[Collected data entries]
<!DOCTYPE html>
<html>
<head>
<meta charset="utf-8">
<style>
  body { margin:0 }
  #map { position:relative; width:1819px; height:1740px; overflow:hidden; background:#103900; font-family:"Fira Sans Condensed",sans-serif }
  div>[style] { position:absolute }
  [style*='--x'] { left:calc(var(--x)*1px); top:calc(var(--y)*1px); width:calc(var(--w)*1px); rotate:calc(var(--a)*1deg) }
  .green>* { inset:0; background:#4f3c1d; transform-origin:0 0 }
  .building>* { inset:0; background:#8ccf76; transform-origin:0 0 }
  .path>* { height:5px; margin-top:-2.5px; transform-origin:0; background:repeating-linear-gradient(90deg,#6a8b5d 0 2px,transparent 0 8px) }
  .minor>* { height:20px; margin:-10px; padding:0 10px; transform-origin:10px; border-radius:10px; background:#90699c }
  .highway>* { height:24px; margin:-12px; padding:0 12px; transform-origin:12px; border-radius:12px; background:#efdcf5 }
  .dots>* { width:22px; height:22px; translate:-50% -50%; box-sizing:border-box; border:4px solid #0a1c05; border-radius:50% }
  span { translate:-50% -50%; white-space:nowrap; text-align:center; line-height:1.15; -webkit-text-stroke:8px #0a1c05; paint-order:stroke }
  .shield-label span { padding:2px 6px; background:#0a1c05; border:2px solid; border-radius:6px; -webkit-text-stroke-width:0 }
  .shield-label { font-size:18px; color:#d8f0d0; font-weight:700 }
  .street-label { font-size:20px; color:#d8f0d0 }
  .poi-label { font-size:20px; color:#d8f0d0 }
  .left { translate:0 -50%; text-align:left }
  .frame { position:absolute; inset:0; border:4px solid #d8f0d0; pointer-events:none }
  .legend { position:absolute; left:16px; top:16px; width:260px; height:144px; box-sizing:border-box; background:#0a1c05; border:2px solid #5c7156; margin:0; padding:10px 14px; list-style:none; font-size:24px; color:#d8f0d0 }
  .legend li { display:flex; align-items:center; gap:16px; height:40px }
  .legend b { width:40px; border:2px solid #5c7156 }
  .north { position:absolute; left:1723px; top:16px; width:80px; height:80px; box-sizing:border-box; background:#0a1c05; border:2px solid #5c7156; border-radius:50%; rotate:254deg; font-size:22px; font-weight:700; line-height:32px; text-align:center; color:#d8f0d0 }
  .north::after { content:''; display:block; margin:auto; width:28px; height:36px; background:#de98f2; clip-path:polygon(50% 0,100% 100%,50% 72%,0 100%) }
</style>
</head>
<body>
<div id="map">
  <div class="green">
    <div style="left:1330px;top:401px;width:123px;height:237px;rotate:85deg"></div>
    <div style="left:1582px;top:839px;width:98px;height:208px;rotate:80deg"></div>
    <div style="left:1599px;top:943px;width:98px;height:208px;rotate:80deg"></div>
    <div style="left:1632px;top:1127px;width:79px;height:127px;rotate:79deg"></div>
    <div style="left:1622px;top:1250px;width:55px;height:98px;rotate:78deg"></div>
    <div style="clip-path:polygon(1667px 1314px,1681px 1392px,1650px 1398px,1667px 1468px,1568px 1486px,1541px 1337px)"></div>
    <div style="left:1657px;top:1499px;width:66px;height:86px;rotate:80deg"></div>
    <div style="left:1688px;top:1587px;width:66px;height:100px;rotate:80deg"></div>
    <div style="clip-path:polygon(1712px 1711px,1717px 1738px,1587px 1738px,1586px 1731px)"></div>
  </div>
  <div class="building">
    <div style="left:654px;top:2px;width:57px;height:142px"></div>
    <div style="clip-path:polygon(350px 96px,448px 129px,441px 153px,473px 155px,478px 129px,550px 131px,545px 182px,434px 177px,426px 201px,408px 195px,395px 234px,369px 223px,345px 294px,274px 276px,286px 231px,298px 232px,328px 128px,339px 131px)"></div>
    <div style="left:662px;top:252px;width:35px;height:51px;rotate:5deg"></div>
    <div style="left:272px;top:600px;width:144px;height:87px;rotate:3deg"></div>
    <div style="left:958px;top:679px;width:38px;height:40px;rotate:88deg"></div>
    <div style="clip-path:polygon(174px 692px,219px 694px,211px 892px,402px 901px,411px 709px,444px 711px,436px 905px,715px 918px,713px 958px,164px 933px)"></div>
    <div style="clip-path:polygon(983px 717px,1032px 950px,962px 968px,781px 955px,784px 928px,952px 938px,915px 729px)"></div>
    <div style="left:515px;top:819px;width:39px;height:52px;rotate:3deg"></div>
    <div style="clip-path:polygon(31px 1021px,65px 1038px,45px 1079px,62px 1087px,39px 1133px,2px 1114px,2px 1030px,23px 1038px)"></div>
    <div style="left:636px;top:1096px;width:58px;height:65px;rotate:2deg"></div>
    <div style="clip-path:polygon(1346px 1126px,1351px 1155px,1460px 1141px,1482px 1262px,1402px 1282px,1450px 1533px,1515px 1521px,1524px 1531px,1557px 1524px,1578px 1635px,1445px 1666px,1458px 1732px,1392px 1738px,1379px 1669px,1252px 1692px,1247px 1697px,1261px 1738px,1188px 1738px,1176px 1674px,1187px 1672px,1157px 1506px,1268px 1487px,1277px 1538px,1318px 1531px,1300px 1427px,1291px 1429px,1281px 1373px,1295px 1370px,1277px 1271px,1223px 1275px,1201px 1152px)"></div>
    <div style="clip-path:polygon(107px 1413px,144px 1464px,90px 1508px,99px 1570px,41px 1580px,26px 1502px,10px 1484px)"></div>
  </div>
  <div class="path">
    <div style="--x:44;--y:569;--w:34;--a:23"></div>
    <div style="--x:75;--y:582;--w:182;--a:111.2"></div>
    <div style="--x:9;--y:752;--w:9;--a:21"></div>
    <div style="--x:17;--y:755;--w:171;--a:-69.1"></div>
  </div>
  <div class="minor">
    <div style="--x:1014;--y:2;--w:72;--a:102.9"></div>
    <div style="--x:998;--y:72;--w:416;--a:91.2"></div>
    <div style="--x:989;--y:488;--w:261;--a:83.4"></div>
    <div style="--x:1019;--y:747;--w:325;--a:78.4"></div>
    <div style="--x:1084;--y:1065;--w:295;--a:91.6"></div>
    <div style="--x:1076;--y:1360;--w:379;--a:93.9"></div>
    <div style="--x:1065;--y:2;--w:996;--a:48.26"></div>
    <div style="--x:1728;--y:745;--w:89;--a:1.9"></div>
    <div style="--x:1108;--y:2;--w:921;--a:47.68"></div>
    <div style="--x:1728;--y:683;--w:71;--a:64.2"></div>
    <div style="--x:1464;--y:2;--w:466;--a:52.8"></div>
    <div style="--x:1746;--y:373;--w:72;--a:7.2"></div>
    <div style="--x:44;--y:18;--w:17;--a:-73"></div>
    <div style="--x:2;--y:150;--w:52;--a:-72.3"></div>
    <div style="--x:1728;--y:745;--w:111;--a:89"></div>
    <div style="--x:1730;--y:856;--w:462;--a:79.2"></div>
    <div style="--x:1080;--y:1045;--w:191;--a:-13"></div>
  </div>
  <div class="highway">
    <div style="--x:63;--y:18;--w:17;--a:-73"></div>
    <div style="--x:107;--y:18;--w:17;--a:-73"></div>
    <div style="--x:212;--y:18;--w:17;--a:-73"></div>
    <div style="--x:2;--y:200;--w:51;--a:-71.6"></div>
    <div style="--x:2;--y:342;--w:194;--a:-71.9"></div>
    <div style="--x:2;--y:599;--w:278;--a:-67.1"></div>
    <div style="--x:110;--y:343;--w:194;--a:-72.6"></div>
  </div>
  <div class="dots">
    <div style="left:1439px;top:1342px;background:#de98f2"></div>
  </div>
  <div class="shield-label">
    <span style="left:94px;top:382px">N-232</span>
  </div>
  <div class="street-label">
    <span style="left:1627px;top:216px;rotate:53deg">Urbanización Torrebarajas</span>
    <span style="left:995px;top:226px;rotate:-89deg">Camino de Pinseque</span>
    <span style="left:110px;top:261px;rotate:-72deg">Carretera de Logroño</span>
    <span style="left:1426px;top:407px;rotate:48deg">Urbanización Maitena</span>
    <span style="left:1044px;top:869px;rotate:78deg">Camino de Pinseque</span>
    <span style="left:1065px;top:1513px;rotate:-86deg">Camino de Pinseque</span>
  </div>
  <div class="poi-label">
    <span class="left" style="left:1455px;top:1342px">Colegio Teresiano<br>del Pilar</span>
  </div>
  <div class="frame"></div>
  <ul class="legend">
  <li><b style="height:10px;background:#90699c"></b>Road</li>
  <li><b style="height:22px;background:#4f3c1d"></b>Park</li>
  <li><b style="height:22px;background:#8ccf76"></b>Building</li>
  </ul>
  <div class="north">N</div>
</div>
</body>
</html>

--

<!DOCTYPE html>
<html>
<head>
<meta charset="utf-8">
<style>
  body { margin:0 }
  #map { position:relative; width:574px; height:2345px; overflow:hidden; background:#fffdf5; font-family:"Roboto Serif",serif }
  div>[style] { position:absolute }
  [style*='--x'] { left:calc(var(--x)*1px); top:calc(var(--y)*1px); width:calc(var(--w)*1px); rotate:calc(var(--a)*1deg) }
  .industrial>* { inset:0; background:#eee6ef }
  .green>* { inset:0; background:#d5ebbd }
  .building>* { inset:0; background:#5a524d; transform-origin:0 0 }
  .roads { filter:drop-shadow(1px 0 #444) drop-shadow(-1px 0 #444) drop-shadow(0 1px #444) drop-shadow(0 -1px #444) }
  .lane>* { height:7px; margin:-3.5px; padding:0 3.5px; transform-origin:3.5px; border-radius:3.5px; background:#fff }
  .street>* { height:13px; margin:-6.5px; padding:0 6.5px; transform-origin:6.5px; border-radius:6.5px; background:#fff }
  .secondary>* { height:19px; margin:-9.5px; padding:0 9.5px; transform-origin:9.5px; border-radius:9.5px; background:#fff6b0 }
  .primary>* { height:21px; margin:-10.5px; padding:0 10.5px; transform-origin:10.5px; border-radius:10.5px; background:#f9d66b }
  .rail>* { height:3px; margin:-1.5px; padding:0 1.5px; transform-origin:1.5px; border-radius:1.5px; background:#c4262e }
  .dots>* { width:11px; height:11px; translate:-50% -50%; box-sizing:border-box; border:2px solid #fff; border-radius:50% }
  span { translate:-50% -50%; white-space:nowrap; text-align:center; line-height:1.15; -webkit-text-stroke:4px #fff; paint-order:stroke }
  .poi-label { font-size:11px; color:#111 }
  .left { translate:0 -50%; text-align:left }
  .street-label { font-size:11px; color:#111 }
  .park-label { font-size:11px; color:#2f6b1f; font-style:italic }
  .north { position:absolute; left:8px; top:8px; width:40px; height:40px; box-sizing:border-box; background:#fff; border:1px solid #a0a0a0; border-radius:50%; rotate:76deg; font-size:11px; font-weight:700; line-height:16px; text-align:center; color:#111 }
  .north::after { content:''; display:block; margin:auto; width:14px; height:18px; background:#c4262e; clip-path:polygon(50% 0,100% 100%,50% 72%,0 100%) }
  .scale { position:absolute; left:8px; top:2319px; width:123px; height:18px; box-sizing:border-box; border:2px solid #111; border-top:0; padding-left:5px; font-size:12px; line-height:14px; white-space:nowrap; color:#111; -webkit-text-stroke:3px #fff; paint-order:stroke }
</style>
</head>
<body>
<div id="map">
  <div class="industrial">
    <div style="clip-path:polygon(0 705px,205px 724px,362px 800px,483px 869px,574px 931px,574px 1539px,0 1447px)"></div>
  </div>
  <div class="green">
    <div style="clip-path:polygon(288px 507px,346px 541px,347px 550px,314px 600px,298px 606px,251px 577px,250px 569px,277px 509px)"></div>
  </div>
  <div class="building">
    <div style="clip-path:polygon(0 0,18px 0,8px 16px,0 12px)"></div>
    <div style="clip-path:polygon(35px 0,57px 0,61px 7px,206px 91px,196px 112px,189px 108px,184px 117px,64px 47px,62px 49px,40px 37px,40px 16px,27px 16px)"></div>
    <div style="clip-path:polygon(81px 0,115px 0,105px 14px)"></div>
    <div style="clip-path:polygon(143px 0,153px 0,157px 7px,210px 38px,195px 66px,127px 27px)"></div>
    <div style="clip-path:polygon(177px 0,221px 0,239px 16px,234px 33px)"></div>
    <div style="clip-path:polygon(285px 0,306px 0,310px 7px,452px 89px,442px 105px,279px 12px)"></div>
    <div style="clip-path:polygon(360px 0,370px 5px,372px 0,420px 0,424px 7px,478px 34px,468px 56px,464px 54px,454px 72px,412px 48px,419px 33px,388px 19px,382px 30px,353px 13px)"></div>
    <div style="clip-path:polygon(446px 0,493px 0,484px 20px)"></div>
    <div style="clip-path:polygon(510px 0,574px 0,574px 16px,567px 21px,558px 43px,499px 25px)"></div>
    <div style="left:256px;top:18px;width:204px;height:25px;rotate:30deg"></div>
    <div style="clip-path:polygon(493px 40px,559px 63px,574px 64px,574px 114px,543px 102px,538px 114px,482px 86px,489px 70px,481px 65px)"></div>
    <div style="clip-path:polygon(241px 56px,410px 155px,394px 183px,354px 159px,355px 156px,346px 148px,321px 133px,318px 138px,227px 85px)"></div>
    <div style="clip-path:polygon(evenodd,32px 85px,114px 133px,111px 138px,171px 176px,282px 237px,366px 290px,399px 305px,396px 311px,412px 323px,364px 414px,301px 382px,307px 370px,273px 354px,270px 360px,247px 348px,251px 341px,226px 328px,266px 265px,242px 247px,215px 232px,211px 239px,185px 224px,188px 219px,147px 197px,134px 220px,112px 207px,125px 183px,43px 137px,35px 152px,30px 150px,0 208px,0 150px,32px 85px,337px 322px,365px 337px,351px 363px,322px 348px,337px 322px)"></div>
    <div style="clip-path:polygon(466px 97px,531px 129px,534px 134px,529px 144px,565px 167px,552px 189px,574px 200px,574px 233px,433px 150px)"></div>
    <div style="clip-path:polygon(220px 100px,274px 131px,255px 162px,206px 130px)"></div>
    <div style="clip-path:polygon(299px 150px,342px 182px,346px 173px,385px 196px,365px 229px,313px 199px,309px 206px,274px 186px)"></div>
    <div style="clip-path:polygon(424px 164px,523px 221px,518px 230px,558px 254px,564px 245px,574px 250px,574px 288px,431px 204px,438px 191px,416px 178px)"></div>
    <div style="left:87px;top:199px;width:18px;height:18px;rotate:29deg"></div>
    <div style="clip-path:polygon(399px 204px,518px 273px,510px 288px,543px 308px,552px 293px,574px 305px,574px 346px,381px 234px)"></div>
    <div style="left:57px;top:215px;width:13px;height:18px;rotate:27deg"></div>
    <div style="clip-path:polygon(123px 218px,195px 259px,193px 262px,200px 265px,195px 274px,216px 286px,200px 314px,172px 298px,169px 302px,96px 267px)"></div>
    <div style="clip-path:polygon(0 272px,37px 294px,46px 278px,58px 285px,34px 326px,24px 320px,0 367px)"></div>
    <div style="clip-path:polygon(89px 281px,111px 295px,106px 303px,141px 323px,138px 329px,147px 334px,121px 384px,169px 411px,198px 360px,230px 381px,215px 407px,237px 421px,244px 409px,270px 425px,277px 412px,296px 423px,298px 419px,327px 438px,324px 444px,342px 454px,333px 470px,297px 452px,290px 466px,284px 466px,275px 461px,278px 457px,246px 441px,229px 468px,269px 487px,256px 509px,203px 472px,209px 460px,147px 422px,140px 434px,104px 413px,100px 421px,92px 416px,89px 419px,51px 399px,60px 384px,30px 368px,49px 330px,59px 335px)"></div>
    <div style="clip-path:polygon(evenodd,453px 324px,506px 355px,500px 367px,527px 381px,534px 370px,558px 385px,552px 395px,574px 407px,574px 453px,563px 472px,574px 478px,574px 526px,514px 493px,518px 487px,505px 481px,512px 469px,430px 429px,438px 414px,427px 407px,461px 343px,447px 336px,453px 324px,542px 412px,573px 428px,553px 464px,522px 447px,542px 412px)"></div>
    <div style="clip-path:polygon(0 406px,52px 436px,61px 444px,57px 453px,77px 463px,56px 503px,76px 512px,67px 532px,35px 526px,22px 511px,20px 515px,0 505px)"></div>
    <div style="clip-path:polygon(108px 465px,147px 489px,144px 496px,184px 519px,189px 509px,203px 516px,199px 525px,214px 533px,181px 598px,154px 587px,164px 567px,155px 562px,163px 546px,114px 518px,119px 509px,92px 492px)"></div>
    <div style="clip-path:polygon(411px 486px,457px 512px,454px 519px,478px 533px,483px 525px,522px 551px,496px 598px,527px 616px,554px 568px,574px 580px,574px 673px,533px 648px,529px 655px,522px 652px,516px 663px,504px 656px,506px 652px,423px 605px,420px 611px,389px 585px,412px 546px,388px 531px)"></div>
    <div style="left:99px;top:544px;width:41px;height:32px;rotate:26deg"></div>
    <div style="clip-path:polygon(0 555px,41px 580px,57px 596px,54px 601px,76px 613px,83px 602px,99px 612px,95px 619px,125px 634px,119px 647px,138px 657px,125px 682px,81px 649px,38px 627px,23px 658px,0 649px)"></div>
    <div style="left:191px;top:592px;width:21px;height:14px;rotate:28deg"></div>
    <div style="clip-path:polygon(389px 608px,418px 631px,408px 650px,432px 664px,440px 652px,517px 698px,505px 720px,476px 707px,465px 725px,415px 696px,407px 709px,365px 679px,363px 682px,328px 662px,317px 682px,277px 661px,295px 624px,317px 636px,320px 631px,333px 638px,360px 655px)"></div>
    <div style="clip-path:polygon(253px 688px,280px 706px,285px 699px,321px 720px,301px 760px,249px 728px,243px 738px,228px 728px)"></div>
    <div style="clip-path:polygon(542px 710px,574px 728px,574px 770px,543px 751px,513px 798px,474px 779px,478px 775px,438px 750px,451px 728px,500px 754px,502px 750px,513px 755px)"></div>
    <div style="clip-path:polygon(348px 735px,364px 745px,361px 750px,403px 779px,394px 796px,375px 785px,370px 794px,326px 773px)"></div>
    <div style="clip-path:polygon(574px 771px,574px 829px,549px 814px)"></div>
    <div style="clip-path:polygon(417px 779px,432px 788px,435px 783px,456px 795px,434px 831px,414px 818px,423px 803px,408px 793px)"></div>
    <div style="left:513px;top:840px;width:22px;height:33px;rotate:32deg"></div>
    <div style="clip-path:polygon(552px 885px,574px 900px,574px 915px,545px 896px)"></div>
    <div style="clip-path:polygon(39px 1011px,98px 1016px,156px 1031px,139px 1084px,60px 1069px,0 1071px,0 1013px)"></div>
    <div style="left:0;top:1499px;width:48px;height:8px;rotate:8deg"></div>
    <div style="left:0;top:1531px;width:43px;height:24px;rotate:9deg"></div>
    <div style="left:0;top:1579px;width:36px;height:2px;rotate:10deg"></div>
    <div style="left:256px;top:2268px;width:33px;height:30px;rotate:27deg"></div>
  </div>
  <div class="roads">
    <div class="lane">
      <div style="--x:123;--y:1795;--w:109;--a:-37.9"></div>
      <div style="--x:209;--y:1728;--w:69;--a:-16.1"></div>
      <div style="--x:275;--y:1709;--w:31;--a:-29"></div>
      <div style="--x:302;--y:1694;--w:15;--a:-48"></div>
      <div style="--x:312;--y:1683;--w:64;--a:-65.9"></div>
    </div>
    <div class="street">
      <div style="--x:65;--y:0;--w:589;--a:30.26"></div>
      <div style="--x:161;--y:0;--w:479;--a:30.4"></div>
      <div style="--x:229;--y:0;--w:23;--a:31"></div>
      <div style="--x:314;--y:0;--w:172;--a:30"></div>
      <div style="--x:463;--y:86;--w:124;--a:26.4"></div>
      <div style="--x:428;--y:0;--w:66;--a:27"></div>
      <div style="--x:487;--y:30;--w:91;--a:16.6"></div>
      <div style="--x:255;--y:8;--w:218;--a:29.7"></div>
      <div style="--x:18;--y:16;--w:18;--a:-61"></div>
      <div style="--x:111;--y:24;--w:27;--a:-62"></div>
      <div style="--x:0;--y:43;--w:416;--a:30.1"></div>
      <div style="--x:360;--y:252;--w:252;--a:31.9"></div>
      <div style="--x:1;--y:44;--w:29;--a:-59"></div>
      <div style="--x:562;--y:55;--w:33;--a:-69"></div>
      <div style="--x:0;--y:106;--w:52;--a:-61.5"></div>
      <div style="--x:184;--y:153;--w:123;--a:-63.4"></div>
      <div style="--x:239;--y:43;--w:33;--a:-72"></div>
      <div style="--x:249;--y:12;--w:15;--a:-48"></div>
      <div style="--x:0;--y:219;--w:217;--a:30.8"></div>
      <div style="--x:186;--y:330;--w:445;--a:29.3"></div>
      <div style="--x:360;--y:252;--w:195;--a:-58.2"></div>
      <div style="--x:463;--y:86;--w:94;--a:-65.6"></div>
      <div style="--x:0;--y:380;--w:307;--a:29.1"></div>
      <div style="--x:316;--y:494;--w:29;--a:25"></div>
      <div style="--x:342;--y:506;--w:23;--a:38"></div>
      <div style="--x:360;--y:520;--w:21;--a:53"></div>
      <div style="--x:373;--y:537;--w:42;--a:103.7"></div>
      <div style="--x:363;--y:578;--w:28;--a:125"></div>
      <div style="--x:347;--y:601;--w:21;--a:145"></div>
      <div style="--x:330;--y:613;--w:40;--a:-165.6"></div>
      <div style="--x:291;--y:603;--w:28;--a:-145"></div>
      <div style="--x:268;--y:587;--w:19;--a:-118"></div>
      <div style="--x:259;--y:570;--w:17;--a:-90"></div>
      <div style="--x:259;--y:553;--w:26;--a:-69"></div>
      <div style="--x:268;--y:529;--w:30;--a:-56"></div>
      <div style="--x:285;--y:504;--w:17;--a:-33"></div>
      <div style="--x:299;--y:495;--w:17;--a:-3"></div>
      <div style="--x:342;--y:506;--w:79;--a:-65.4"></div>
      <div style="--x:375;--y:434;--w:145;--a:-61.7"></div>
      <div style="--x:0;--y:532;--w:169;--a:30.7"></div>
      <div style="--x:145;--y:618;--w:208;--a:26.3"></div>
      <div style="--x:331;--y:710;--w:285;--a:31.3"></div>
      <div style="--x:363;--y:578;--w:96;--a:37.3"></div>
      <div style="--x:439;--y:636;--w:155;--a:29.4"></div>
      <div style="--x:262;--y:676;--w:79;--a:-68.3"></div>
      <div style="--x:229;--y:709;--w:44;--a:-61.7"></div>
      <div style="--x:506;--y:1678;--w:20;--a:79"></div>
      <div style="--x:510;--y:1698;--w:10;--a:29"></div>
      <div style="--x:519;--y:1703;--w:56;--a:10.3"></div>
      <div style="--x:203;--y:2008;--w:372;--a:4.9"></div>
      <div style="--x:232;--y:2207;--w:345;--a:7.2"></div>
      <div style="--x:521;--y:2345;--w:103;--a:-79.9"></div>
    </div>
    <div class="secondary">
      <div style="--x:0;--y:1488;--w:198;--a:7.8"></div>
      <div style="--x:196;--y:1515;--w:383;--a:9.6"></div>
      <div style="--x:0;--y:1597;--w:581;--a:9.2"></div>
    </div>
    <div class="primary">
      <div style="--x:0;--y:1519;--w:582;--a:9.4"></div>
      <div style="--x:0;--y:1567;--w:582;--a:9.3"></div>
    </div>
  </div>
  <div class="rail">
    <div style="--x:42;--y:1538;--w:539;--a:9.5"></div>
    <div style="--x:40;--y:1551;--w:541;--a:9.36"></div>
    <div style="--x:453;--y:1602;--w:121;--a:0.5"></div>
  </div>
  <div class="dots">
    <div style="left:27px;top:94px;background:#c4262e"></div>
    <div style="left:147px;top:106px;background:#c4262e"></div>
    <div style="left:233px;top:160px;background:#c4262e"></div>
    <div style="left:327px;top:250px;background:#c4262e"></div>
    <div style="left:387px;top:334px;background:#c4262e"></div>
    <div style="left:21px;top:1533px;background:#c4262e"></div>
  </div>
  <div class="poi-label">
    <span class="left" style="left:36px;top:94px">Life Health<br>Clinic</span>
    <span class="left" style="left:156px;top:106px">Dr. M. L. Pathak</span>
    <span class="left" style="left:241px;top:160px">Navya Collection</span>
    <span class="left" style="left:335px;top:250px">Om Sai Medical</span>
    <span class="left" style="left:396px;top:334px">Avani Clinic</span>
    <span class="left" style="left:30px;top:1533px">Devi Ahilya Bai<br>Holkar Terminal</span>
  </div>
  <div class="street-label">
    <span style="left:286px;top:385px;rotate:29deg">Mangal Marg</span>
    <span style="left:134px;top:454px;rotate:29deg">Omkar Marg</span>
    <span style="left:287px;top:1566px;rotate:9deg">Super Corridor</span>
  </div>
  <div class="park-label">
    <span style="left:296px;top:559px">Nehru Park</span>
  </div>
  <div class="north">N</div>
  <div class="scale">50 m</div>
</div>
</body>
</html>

> **What the task requires**
Search the entries above for "relative". Return every line that has it.

> **Result below**
  #map { position:relative; width:1819px; height:1740px; overflow:hidden; background:#103900; font-family:"Fira Sans Condensed",sans-serif }
  #map { position:relative; width:574px; height:2345px; overflow:hidden; background:#fffdf5; font-family:"Roboto Serif",serif }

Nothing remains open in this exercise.